Growth in North American organisations facing ESG litigation

One in ten organisations in North America experienced ESG litigation in 2023, compared to just 2% the year before, according to Norton Rose Fulbright’s Annual Litigation Trends Survey. The share of respondents involved in energy-related litigation also doubled. The law firm surveyed more than 400 general counsel and in-house litigation leaders based in the US and Canada.

The survey found that nearly a quarter (24%) of respondents saw their ESG dispute exposure increase over the last year, with 27% expecting more exposure in 2024. The latter group includes significant proportions of respondents in energy (41%), real estate and construction (36%) and technology (36%).

“As ESG issues become politically polarised, organisations are increasingly finding themselves stuck in a tug of war between ESG regulatory pressure and vocal opposition from stakeholders,” said Norton Rose Fulbright.

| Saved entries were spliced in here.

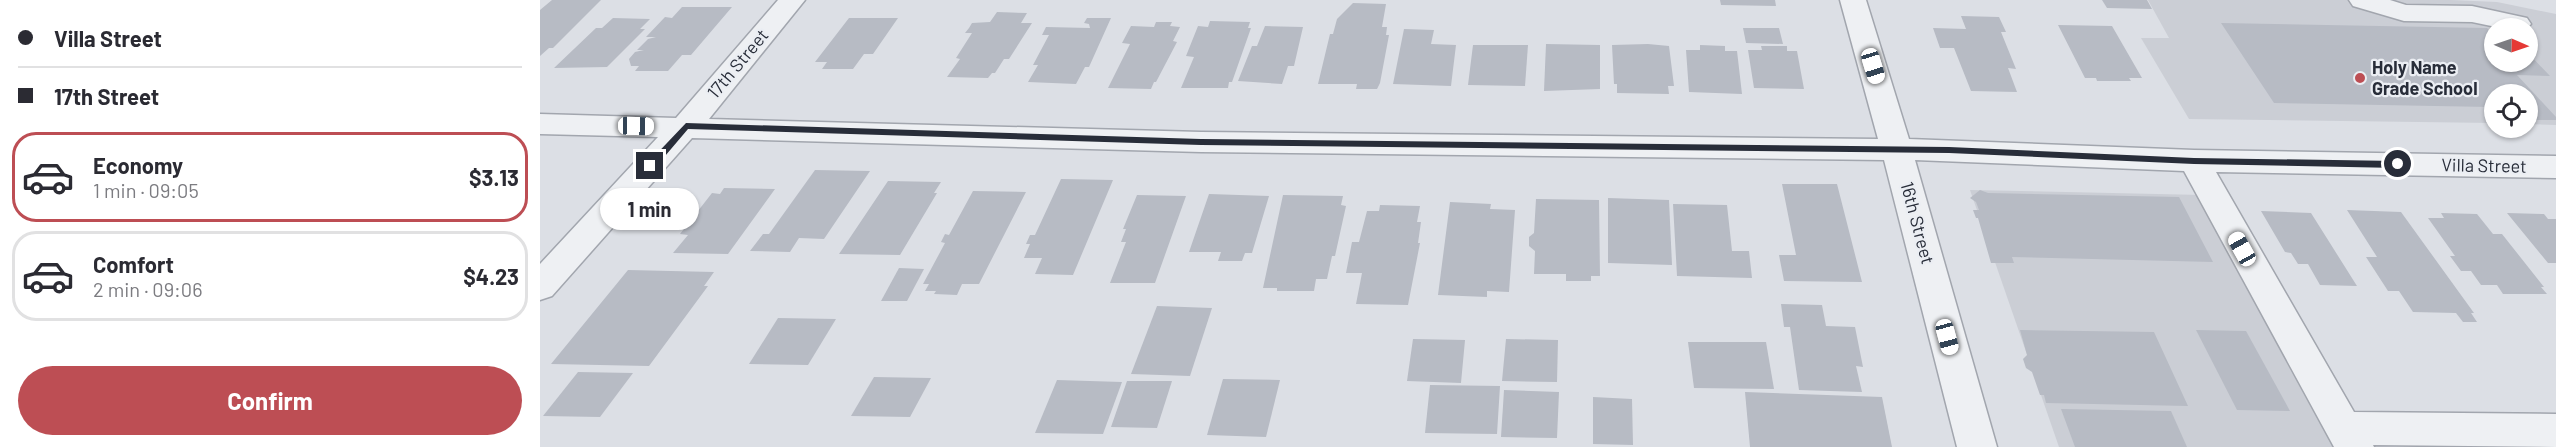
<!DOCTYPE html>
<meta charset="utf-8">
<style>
:root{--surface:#fff;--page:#f7f7f7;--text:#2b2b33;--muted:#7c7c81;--line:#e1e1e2;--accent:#bd4e54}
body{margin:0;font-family:Barlow,sans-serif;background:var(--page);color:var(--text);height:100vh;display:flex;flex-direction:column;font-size:22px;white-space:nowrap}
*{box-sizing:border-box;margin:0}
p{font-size:20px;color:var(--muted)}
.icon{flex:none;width:33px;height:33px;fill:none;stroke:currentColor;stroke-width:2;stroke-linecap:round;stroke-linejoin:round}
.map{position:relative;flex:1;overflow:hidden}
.side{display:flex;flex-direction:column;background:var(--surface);width:540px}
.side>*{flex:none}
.hud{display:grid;align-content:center;height:132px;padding:0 18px;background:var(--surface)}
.needle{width:39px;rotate:92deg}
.buttons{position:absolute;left:1944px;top:18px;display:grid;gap:12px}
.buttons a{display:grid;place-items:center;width:54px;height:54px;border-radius:50%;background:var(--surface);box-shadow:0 2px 4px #0004;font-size:30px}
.end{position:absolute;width:27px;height:27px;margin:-14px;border:8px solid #282d39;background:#fff;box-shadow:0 0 0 3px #fff}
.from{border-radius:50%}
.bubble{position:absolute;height:42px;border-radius:21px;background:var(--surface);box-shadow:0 2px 4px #0004;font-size:20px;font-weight:700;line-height:42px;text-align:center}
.car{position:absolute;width:18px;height:36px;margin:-18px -9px;border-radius:8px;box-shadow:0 0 4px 2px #0007;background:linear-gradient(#fff 24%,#345 0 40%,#fff 0 76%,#345 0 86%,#fff 0)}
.hud b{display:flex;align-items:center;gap:21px;height:57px;font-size:22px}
.hud b+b{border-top:2px solid var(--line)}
.hud i{width:15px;height:15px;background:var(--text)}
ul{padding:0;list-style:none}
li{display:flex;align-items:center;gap:18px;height:90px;margin:0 12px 9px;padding:0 6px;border:3px solid var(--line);border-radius:24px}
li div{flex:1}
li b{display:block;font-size:22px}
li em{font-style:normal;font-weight:700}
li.active{border-color:var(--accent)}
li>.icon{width:54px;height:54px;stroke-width:1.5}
.primary-button{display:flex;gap:12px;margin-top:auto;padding:12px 18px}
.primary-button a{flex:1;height:69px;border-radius:36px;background:var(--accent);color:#fff;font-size:24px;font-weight:700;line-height:69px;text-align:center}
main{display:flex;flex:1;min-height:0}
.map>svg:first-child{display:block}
.built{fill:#cbced5;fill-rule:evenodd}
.building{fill:#b7bbc4}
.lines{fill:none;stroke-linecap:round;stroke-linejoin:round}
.minor-casing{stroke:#a2a6ae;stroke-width:3}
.minor{fill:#eef0f3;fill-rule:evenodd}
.route{fill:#282d39}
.poi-dot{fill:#bd4e54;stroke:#ebeef3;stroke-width:2}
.labels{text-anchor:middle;stroke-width:4.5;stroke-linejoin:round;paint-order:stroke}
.street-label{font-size:18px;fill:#282d39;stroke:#ebeef3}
.poi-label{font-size:18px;font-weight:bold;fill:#282d39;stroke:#ebeef3;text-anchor:start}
</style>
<main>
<section class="side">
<div class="hud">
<b><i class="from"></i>Villa Street</b>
<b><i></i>17th Street</b>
</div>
<ul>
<li class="active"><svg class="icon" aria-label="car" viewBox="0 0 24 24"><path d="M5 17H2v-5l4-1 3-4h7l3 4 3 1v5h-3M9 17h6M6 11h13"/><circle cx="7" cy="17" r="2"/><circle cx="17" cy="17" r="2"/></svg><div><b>Economy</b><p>1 min · 09:05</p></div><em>$3.13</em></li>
<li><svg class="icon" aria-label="car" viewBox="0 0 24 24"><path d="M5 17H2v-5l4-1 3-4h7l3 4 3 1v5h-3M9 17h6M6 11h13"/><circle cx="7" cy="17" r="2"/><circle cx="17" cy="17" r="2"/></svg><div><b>Comfort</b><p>2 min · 09:06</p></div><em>$4.23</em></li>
</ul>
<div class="primary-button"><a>Confirm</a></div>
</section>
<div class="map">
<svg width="2016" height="447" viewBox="0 0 2016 447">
<rect width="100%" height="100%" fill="#dcdfe5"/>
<!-- built -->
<g class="built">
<path d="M1608,0h303l46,2 59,12v111l-28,-1v-30h-34v29l-305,-4 -48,-81h28zM1954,28h34v34h-34z"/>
<path d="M1430,190l233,5 140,252h-284z"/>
</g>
<!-- building -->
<g class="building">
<path d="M12,0h49l-48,48h-4l-9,8v-46z"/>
<path d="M1180,0h55l1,6 -55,-1z"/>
<path d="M1562,0h45l5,9 -45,-1z"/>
<path d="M813,3l33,1 -4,23h5l-1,8h3l-9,48 -3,6h-21l1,-5h-39l12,-50h3l4,-15z"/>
<path d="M142,7h50l-41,48h-9l-14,16h-33l4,-5h-8l-2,-7 6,-7 9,-2h-7l11,-11 8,-2h-10l19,-20 7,1z"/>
<path d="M457,12l30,1 -6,10h11l-23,36h-5l-9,14h-3l-4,5 -41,-1 13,-18 -4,-1 16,-25h-7l4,-5 3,-5 18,-1z"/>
<path d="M1421,16l38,1 7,15h-5l15,37 -8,-1 9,24 -46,-1 -17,-43h-14l-7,-20 33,1z"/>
<path d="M73,18l37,1 -10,10h5l-38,38 -53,1 42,-40h6z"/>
<path d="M309,18h49l-25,36h-9l-11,15h-31l5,-7h-12z"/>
<path d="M547,18h24l-22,49h-4l-9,17 -48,-2 10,-17h-5l16,-30h-7l4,-8 44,1 -1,-4 -5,-1z"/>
<path d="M670,21l40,1 -2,6h3l-19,54h-3l-1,6h-47l13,-31 -8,-1 12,-30 10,1z"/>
<path d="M616,22h16l-2,4 10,1 -7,14 4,1 -21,40h-2l-3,7 -43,-1 22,-44 -8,-1 9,-17 23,1z"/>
<path d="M1681,23l266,5 7,8v26h34v-9l22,23 -33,-1 39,42v3h-28v-26h-34v18l-4,-5 -216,-4z"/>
<path d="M1518,25l54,1 30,52h-13l2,3h-34l-1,-3h-11z"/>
<path d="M725,26l38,1 -9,39h-6l-6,18 -44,-3 14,-35h5z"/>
<path d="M1203,28h36l4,16 -37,-1z"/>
<path d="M864,29l30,1 -3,14 25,1 -5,41 -58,-2z"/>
<path d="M1006,44l54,1v44l-56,2z"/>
<path d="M1108,44l21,2 5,40h-6l1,8 -52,-1v-9h-3l-2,-39z"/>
<path d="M933,45h55l-3,41 -57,-1z"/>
<path d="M1160,45l25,1v5h12l5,43 -53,-2 -3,-42h14z"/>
<path d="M1221,46h26v5h10l7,38 -50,-1 -6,-38h14z"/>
<path d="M275,170l55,1 -46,68 -25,-1 -9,14 -40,-1 13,-17h6z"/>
<path d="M521,179l52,1 -40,95 -38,-1 7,-16h-18l6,-14h-4l4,-9h5z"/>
<path d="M348,181l53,1 -7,11h3l-37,62 -61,-1z"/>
<path d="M1242,184h55l25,98 -78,-1 -5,-26h17z"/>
<path d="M184,188l51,1 -47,65 -55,-1 15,-18 -8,-1 32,-41 8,1z"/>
<path d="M1440,190l8,3 191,4 34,65 -201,-5 2,6h-23l-13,-45h-2l-3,-8h6l-3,-8 -6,-4z"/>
<path d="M433,191l53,1 -47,92h-17l-5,11 -23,-1 2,-3h-11l4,-7h-6l22,-41 -4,-1 4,-8 4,1z"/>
<path d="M669,194l60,2 -17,57h-7l-3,8h-24l3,-9h-32z"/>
<path d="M597,195l49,1 -31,87h-45l16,-41h-5l5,-13h-3z"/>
<path d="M743,195l60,1 -2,9 5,1 -11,50h-3l-5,23h-11l-2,12h-37v-3h-14z"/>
<path d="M1068,198l61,2 3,65 -64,-2z"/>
<path d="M996,199l63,1 1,76h-9v5h-25v-7h-32l1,-23 -6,-5v-9l5,-4z"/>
<path d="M910,202l41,2 -1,5 25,1 -6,82 -22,-1v6l-49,-2z"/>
<path d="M1133,204l54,1 5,46h17l3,27 -75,-2z"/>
<path d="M840,205l40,1 -3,16h4l-3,21h2l-12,62 -52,-1 6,-31h-16l6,-31h7l8,-31h12z"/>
<path d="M1807,210l54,2 73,101h-3l6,9h-14l-7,-9 -43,-1 -14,-21h-11l-22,-34h11z"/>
<path d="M1721,211l50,2 46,73 -37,-1 -12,-21h-10l-7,-11 -6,-1z"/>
<path d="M1901,213l36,1 16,20h9l42,53h-3l6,7h-44l-6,-9h-16l-10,-14h-10l-11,-15h5l-27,-38h16z"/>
<path d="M1967,213l37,1 4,5h8v44h-8z"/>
<path d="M359,268l25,1 -17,32h-26z"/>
<path d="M88,270l86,2 -10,14h4l-59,80 -98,-2z"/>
<path d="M1241,304l41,1 4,21 29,1 8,40 -7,-1 6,26 -63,-2 -9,-63h-6z"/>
<path d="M617,306l55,2 -22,68 -59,-2z"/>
<path d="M238,318l58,1 -28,46 -59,-1z"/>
<path d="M1480,330l134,2 34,74 -142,-3 -2,-8h-4l-8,-23 -6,-4 -3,-9 4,-4z"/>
<path d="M1656,330l50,1 44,80 -53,-1z"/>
<path d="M873,339l52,1 -4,43 -54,-2z"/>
<path d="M966,339l52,1 -1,42 -55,-1z"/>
<path d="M1148,342h78l8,47 -80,-1z"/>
<path d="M38,372l55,1 -33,44 -57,-1z"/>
<path d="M334,377l57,1 -21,39 -59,-1z"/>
<path d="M683,379l57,1 -14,57 -59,-2z"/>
<path d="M517,380l65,2 -19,52 -68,-1z"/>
<path d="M587,381h45l-15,47 -46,-1z"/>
<path d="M890,385l70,1 -3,48 -72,-1z"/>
<path d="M964,390l55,2 -2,46 -56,-1z"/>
<path d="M1205,392l137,5 10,50h-142z"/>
<path d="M1053,397l39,2 1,46 -40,-1z"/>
<path d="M1521,409l110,2 16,36h-112z"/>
</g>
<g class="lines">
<defs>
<g id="minor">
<path d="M238,0h27l-96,119 492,13 677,7 -38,-139h26l43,139 285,11 362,6v22l-340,-6 138,240 202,2v33l-183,-2 1,2h-40l-150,-276 -269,-11 82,287h-40l-73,-287 -683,-8 -509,-14 -140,158 -12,4v-36l118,-127 -118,-3v-20l136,4z"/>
<path d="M1809,0h41l16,5 66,1 55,12 4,6 -4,4h-26l-29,-6 -68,-1 -51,-15z"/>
</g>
</defs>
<!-- minor casing -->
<use href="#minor" class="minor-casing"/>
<!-- minor -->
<use href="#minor" class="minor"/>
</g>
<!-- route -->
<path class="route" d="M146,123l515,16 748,8 245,11 204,3 4,3 -4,4 -204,-4 -245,-11 -748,-8 -513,-16 -34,40h-7v-5z"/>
<!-- markers -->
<circle class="poi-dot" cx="1820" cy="78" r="6"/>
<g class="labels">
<!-- street labels -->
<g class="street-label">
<text transform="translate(198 64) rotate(-50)" y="6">17th Street</text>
<text transform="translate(1944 166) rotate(1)" y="6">Villa Street</text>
<text transform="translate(1377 223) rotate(75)" y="6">16th Street</text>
</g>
<!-- poi labels -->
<g class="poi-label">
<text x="1832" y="74">Holy Name<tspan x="1832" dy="21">Grade School</tspan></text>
</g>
</g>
</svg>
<div class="buttons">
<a><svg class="needle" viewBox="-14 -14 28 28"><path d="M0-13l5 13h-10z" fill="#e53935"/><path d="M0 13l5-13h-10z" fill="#7c7c81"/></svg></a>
<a><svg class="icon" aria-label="locate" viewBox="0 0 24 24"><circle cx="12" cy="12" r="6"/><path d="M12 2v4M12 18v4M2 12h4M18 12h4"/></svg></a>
</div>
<i class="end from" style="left:1858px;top:164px"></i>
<i class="end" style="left:110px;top:166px"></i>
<div class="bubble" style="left:60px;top:188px;width:99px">1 min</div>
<i class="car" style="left:1333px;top:66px;rotate:163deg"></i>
<i class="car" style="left:96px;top:126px;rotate:91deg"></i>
<i class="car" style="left:1702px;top:249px;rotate:331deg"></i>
<i class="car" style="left:1407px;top:337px;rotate:165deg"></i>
</div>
</main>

The law firm says two conflicting trends appear to be driving the increase in dispute potential. Pro-ESG regulatory pressures are the leading issue (40%), followed by anti-ESG sentiment from stakeholders (37%). “These competing forces pose a thorny problem for organisations that are navigating compliance with ESG disclosure requirements like the EU’s Corporate Sustainability Reporting Directive while also trying to temper opposition flaring among conservative political circles in the US,” says the report.

However, it notes that the anti-ESG bark may be bigger than its bite. Only 29% of respondents say anti-ESG regulatory pressures are contributing to an increase in exposure. Similarly, pro-ESG sentiment from stakeholders may be less of an issue than ESG and climate-related regulations themselves – just a third (33%) say it is a factor in increasing dispute exposure.

Within ESG issues, environmental concerns again rank as the most prominent area expected to drive disputes in 2024 (71% of respondents). Exposure to disputes and litigation surrounding climate change and greenhouse gas emissions rank second (43%), followed by breaches of contractual obligations related to environmental compliance (40%).

Among respondents who expect their environmental exposure to increase in the coming year, more than half (54%) identify allegations related to greenwashing or other false environmental claims as a contributor.

“This comes as regulators like the Securities and Exchange Commission (SEC) focus on greenwashing in relation to ESG, and as activists continue to target the accuracy of corporate environmental claims in statements and advertising,” said Norton Rose Fulbright disputes partner Rachel Roosth.

Social issues falling under the ESG umbrella are also an area of future concern for more than half (58%) of respondents. The report says: “This is thanks in large part to the recent controversies surrounding diversity, equity and inclusion (DEI) programmes, after the Supreme Court struck down higher education affirmative action policies in 2023. Among organisations that expect greater exposure to social disputes, DEI policies and practices rank as the leading contributor (42%), followed by human rights (41%), which may reflect the spotlight cast by congressional investigations into forced labour allegations tied to corporate operations in China.”

The survey also found that 36% cite labour rights as a factor, results that come amid continued activity by labour unions – including a months-long strike by the Writers Guild of America in the spring and a major strike among autoworkers in autumn, the law firm noted.

As for class actions, the survey found that of the 28% of respondents who were involved in class action litigation over the past 12 months, employment & labour matters and cybersecurity & data protection/privacy issues were the most common such types, with 55% and 35% respectively experiencing these in 2023. ESG was a growing focus for class actions in 2023, experienced by 11% of organisations involved in class actions compared to just 8% in 2022. Consumer protection also jumped seven percentage points, from 27% to 34%.

The top areas of class action concern for 2024 are employment & labour matters (48%), cybersecurity & data protection/privacy issues (46%), consumer protection (39%), ESG (38%) and product liability (30%).